New Haven

Many happy returns

At 95, Manson Whitlock is still caring for New Haven’s typewriters.

There’s a cartoon taped to the wall in Manson Whitlock’s typewriter repair shop. It shows two young men looking quizzically at a manual typewriter sitting on a table, with one explaining to the other, “It’s an antique laptop.”

At 95, Whitlock is the guardian of New Haven’s stock of the vintage word processors also known as typewriters. It’s a labor of love. Seated at a table in his second-floor shop on York Street, where he is working on a black Underwood manual, he says, “I’m not even going to admit how much time I spent on this one.” He cannibalized a replacement part for it from an old typewriter in his basement, and he’ll charge the owner just $35 for the job.

Mark Ostow

Mark Ostow

Manson Whitlock, shown here seated at a worktable in his second-floor repair shop on York Street, says he used to have six assistants on his payroll; now, it’s just him. From the 1930s to the 1980s, he says, he worked on the typewriters of every student, professor, and office worker at Yale. View full image

Whitlock has been selling and repairing typewriters in New Haven since 1930. He counts the late Yale president A. Bartlett Giamatti ’60, ’64PhD, and the writer William Manchester among his more notable customers. Yale professor Erich Segal wrote the bestseller Love Story on a Royal portable he bought from Whitlock. From the 1930s through the 1980s, Whitlock also worked on the typewriters of nearly every student, professor, and office worker at Yale.

“The typewriter was essential in those days,” he says. “Every summer, students dropped off their typewriters to be serviced, cleaned, and stored while they were home.” In those days, the shop “was a good-sized store. I had six assistants. We sold ribbons by the thousands.”

Whitlock’s infatuation with typewriters began when he was a boy working in the typewriter department of his father’s bookstore on Broadway. A graduate of Hillhouse High School, he says he learned to repair typewriters by tinkering with them: “There’s no better teacher than taking something apart and putting it back together.”

Whitlock’s operation has shrunk since its heyday, but he’s hardly been put out of business. Today, his cozy shop, “just a hole in the wall,” is lined with shelves filled with Smith Corona, IBM, and Olivetti electrics and classic Underwood, Royal, and Remington manuals.

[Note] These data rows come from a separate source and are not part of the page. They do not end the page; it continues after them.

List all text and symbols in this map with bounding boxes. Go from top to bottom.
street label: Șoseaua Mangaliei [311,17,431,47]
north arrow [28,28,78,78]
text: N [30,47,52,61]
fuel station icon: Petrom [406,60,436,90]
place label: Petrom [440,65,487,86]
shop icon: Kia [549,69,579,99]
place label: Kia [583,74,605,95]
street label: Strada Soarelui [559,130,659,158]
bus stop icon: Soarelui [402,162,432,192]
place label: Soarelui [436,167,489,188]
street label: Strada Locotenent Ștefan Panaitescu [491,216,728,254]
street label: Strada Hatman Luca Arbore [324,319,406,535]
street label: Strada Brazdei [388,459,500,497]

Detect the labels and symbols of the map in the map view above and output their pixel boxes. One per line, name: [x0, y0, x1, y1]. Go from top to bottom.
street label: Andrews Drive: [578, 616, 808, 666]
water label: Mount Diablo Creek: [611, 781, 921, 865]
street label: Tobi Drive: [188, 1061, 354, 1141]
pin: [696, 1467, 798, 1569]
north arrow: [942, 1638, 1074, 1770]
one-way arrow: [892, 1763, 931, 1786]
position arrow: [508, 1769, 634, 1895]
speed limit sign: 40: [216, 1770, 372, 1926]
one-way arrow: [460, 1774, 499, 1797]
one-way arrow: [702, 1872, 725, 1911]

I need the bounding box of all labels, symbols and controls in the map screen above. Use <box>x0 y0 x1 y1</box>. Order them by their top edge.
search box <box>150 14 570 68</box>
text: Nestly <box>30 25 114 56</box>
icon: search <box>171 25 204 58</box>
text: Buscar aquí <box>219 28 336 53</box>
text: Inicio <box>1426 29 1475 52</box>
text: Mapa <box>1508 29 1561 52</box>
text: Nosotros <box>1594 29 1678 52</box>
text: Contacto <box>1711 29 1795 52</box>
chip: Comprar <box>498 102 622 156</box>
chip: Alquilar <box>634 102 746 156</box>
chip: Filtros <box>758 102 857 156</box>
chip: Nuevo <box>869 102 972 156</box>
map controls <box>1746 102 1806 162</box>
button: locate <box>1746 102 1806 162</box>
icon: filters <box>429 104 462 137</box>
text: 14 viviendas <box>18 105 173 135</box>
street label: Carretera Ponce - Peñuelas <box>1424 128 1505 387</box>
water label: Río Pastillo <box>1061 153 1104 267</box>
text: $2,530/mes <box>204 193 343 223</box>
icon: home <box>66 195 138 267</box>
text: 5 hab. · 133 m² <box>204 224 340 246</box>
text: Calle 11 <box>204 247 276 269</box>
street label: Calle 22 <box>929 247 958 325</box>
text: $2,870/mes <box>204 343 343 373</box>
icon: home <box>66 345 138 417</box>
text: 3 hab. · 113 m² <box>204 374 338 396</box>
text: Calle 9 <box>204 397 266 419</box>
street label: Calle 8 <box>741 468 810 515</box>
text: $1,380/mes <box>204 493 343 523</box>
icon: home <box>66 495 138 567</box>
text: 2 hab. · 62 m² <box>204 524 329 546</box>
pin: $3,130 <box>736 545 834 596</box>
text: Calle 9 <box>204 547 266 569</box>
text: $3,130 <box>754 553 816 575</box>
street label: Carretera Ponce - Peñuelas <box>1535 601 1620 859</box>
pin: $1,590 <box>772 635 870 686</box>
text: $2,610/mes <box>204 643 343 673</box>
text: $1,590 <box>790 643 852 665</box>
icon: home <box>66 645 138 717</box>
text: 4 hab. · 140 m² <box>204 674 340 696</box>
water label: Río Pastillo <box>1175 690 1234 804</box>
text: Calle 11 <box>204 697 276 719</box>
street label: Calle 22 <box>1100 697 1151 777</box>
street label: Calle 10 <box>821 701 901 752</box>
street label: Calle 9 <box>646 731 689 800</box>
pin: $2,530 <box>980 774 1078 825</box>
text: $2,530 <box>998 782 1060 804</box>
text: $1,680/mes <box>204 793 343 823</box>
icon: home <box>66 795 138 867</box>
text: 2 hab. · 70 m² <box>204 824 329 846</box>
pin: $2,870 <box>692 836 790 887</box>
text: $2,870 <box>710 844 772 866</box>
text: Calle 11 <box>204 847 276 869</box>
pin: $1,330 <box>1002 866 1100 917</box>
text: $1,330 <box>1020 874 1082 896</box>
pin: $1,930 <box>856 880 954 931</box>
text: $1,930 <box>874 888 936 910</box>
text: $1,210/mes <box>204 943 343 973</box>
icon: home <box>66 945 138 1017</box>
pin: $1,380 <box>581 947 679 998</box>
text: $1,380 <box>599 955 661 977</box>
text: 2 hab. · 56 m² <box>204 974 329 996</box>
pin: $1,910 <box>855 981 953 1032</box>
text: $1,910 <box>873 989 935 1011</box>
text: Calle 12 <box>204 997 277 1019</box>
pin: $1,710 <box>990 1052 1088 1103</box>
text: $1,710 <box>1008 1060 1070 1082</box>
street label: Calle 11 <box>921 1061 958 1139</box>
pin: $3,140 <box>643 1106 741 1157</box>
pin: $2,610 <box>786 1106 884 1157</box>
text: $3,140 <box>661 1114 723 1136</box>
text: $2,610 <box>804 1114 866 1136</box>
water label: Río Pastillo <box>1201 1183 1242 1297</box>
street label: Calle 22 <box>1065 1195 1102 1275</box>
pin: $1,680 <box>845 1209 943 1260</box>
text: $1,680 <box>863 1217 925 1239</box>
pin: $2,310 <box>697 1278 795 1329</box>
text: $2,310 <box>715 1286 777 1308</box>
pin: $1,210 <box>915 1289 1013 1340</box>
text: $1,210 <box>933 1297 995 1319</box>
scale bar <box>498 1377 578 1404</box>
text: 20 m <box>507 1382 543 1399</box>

While Whitlock gladly works on the electrics, his joy is the “old timers.” He’s happily observed a recent resurgence of interest in the manual machines. “They’ve become cool all of a sudden,” he says. 

Whitlock has no plans to retire; he has bonded too closely with his work. “Has the typewriter remained in use because of me,” he wonders, “or am I still around because of the typewriter?”